As origens destes chamados valores de "moralidade de escravos" poderiam ser mais bem explicadas pela própria natureza humana, em vez de um quadro moral reacionário. Empatia, cooperação e o desejo de justiça são características profundamente enraizadas na evolução humana, essenciais para a sobrevivência e o florescimento das comunidades. A crítica de Nietzsche ignora estes aspetos naturais e construtivos do desenvolvimento moral.

Por outro lado, a moralidade de senhores que Nietzsche celebra, com a sua ênfase na dominância, força e autoafirmação, parece imitar a "lei da selva" ou a sobrevivência do mais apto. Esta perspetiva é problemática, pois pode ser usada para justificar sistemas ou comportamentos opressivos, priorizando os poderosos em detrimento dos vulneráveis. Essa valorização corre o risco de promover uma visão do mundo que desumaniza os considerados fracos e legitima a exploração, minando o progresso moral que visa garantir dignidade, igualdade e justiça para todos.

Além disso, a ênfase de Nietzsche no individualismo da moralidade de senhores em detrimento dos valores comunitários revela um ponto cego na sua filosofia. A sua famosa proclamação da "morte de Deus" e a celebração do Übermensch (Super-Homem) refletem a sua rejeição da moralidade tradicional e das obrigações comunitárias. No entanto, essa rejeição parece alheia às realidades da interdependência humana, onde as sociedades prosperam com o apoio mútuo e a responsabilidade coletiva.

Não obstante, a crítica de Nietzsche mantém o seu valor pela originalidade e pelo desafio que coloca às suposições morais inquestionadas. Ele identifica corretamente os perigos dos sistemas morais que retratam o mundo natural como um "vale de lágrimas" e desencorajam a agência humana. Contudo, uma abordagem mais equilibrada poderia procurar harmonizar os pontos fortes das moralidades de senhores e de escravos, enfatizando o florescimento individual juntamente com o bem-estar coletivo. Tal integração honraria os insights de Nietzsche, ao mesmo tempo que abordaria as dimensões mais amplas e ricas da ética humana.

Teísmo e Ateísmo
No que diz respeito à existência de Deus, Nietzsche segue os passos dos seus predecessores ateus. Para ele, a fé em Deus provém de um sentimento de impotência que o Homem experimenta em relação às realidades que o cercam.

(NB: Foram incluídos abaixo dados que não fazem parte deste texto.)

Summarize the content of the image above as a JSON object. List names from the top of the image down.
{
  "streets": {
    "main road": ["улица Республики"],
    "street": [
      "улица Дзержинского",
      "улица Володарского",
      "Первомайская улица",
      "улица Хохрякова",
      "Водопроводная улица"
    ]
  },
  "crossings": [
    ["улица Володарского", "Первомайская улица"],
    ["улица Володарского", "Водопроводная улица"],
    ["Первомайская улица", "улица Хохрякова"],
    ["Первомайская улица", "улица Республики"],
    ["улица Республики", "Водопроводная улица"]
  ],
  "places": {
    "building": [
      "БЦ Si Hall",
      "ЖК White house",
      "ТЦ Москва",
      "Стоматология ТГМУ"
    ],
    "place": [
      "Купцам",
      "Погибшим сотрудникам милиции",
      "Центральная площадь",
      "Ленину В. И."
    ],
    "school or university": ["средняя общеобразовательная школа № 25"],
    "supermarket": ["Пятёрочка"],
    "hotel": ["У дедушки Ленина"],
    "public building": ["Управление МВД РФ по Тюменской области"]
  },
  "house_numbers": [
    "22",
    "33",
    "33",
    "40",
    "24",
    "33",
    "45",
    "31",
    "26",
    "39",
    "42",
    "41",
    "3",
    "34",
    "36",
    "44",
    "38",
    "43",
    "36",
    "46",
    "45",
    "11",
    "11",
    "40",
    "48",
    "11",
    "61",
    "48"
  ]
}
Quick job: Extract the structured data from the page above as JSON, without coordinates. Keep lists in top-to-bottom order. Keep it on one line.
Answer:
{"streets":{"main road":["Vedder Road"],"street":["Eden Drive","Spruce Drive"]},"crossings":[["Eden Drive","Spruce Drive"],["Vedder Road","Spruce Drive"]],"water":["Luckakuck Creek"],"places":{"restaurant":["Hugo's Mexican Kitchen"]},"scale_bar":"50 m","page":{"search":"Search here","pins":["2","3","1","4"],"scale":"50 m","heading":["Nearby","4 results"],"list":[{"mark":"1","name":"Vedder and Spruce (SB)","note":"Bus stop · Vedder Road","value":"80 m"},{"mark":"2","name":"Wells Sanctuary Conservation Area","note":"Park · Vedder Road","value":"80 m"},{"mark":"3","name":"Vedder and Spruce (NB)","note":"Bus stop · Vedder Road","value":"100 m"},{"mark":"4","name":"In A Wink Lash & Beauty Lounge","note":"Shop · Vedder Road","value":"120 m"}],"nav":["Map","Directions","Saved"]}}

Feuerbach, Marx e Freud, por exemplo, tiveram ligações ao cristianismo, seja pela sua formação teológica ou pela conversão dos seus pais. Parece que o ateísmo nasce do teísmo, ou é uma espécie de teísmo invertido, uma dialética semelhante à relação entre matéria e antimatéria no universo.

O ateu vive insatisfeito, sempre assombrado pela dúvida, à procura de mais provas para se convencer de que Deus não existe. O teísta também duvida, mas essa dúvida culmina num cogito ergo sum. O teísta opta por acreditar, encontrando na fé um sentido para o universo, o mundo e a sua própria vida, enquanto o ateu se instala no vazio, o que pode causar tormento e sofrimento.

Nietzsche, por exemplo, acabou os seus dias louco. Outros ateus preenchem esse vazio com a busca de poder, prazer, beleza ou dinheiro, dedicando-se quase religiosamente a essas causas. Muitos ateus, na verdade, podem ser considerados mais politeístas do que propriamente ateus.

Conclusão – Contrariamente à proposta de Nietzsche, a moralidade de senhores — enraizada na exaltação dos instintos e no individualismo descontrolado — não traz verdadeira felicidade, podendo antes fomentar injustiça social e conflito. Em contraste, a moralidade cristã, longe de ser submissão, assenta no amor e em valores que elevam a dignidade humana. O amor, como pedra angular da ética cristã, oferece um caminho para a transcendência, guiando os indivíduos além da mera sobrevivência para uma vida de significado e propósito autênticos.